Stanley tried a petition to Tax Court, but that got dismissed for want of jurisdiction.

Now someone at IRS decided to hand Stanley a NFTL, as apparently the levy didn’t get the appropriate quantities of Stanley’s hide. Stanley files the 12153, asks for a CDP and reiterates the “unequal treatment” argument.

The SO says no, you had a chance to contest the underlying liability. Stanley says, “no, I was contesting that you denied my settlement offer, which was to settle on the same terms as the other investors.”
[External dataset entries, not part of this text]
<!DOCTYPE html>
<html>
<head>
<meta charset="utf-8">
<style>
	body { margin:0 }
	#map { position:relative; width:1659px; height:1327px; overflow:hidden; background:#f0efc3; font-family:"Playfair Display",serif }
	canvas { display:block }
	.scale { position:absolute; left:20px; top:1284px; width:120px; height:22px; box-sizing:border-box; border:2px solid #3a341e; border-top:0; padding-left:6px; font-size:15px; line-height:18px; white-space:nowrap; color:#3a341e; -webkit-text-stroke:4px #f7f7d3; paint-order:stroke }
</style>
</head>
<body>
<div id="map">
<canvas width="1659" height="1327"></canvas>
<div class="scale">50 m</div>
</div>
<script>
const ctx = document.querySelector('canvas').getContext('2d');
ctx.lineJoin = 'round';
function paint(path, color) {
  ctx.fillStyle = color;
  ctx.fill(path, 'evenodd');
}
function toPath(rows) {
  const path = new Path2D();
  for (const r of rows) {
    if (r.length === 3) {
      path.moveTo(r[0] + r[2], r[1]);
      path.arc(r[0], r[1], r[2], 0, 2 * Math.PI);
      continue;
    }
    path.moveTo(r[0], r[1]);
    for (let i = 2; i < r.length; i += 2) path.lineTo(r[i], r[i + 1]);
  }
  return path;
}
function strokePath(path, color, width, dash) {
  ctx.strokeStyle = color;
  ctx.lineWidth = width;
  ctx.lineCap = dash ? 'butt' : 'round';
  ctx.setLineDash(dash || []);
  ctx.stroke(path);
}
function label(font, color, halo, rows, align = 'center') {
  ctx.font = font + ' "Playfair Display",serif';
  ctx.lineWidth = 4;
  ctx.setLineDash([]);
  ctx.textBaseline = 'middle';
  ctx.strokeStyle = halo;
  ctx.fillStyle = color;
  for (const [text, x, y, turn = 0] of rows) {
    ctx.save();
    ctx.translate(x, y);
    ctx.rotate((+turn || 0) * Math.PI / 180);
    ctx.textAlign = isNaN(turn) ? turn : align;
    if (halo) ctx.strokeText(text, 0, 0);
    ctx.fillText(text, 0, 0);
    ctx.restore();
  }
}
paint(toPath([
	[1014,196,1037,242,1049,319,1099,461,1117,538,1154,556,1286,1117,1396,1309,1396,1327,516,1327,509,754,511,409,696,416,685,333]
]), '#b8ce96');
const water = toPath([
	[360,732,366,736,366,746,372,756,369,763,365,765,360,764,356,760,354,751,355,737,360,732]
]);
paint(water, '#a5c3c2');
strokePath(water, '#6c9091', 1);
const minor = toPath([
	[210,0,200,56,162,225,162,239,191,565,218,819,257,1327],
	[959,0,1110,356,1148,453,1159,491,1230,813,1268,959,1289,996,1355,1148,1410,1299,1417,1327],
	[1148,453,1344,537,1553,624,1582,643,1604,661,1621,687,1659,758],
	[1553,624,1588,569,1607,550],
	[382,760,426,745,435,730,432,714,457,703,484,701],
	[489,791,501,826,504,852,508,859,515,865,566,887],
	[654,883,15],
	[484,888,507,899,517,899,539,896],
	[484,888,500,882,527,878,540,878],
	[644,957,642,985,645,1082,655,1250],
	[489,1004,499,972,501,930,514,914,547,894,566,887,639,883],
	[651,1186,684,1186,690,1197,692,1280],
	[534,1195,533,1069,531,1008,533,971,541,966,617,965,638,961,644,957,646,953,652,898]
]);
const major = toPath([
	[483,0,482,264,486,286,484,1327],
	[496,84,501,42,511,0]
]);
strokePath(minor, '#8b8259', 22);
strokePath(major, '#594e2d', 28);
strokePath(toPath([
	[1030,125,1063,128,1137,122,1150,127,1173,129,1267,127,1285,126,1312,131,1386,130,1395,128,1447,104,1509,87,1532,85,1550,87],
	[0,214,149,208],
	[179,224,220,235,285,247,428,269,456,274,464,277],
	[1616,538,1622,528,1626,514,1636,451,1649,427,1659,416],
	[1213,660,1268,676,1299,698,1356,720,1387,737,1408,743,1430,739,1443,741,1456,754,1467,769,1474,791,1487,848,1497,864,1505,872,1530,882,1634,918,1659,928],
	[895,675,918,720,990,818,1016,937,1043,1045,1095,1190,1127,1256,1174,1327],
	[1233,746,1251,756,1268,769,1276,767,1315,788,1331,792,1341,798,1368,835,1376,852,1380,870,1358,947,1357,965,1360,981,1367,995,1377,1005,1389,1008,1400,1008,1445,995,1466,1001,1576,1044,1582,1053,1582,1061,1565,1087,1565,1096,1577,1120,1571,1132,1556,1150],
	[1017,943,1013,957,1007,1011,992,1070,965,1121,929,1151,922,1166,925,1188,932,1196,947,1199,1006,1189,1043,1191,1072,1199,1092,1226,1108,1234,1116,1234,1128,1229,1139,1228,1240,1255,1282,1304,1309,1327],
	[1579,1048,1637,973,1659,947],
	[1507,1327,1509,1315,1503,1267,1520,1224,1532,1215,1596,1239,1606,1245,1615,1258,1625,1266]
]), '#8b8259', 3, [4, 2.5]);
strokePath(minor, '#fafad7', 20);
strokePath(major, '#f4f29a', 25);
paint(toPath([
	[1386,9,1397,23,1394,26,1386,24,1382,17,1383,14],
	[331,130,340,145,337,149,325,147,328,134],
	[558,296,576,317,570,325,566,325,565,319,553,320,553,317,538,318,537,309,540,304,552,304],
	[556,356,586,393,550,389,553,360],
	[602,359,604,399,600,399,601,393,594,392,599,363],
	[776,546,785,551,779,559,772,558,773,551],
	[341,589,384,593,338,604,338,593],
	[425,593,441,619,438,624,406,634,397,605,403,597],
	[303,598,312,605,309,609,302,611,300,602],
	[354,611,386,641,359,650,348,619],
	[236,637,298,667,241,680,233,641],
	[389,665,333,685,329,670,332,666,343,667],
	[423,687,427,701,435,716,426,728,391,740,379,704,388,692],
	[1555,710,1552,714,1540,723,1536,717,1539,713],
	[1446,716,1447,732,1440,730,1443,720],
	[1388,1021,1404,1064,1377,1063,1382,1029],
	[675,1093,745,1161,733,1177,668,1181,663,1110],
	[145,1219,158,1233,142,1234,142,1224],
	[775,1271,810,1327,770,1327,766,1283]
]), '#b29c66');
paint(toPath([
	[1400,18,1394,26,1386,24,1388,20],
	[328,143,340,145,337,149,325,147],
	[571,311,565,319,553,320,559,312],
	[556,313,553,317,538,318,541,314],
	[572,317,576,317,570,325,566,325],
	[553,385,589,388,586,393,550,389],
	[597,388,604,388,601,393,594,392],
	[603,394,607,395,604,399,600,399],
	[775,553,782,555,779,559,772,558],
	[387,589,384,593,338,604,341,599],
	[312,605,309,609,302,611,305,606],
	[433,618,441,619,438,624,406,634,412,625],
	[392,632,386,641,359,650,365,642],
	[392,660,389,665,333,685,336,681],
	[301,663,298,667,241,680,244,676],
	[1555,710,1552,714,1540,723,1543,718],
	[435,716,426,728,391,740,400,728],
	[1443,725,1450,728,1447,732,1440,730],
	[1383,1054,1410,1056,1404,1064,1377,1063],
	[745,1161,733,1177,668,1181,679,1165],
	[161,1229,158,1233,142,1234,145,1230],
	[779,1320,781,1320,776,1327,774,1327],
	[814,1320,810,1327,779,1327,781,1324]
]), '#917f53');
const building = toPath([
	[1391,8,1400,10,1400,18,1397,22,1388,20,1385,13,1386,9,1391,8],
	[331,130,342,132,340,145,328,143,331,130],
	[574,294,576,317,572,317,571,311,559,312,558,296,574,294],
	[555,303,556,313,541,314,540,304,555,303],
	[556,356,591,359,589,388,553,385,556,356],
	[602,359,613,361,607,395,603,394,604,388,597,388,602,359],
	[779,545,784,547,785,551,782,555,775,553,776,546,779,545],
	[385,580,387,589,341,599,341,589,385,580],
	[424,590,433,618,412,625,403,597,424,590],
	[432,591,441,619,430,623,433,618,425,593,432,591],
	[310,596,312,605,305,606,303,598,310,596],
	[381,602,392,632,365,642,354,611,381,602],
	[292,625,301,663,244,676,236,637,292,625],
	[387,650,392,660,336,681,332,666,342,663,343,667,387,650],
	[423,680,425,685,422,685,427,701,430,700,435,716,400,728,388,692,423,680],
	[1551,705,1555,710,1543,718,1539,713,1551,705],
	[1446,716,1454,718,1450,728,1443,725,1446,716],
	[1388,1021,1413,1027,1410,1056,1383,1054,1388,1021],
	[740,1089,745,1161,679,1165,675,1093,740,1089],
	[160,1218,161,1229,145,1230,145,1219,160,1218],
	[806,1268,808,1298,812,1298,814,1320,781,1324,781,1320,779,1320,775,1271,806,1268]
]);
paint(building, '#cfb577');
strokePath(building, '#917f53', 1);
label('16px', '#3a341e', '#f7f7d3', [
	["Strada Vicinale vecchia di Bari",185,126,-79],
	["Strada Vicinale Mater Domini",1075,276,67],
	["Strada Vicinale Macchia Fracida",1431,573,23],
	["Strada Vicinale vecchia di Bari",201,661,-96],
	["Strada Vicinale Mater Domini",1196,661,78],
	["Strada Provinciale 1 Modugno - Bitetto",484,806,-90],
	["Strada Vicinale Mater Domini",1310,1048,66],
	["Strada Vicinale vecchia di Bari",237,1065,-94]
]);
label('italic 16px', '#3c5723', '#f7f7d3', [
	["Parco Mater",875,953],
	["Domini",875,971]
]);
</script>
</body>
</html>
Judge Halpern: “[SO]’s conclusion that petitioner was attempting to raise a challenge to the amount of his underlying tax liability is understandable since, on the lien hearing request form, petitioner did not identify an offer-in-compromise or other collection alternative as his reason for disagreeing with the lien notice. He claimed only that he had not been treated the same as other partners who were offered settlements. How [SO] pigeonholed the claim, however, is unimportant. To the extent petitioner was raising a liability challenge, [SO] was correct in concluding that section 6330(c)(2)(B) precluded him from doing so, since he had the opportunity to dispute his liability in response to the levy notice. To the extent he was asking to settle his liability or to compromise the interest assessments, those were the identical issues petitioner had raised during the levy hearing, and the question is one of whether sections 6320(c) and 6330(c)(4) precluded him from again raising them during the lien hearing.” 2013 T. C. Memo. 86, at pp. 13-14.

And Judge Halpern’s answer to question no. 2 hereinabove is yes, it does.

Judge Halpern: “We have held, however, that an equivalent hearing is ‘indisputably an ‘administrative * * * proceeding’ within the meaning of section 6330(c)(4)’ (and, by inference, section 301.6320-1(e)(1), Proced. & Admin. Regs.). See West v. Commissioner, T.C. Memo. 2010-250, 2010 WL 4780323, at *4. Thus, the levy hearing was at least an administrative proceeding within the meaning of section 301.6320-1(e)(1), Proced. & Admin. Regs., and there is no doubt that petitioner claimed at the levy hearing that he had not been treated the same as other partners who were offered settlements.” 2013 T. C. Memo. 86, at pp. 13-14.

And Stanley and his attorney fully aired Stanley’s objections and introduced evidence. They materially participated, and having taken their chance, are precluded from  raising that issue again.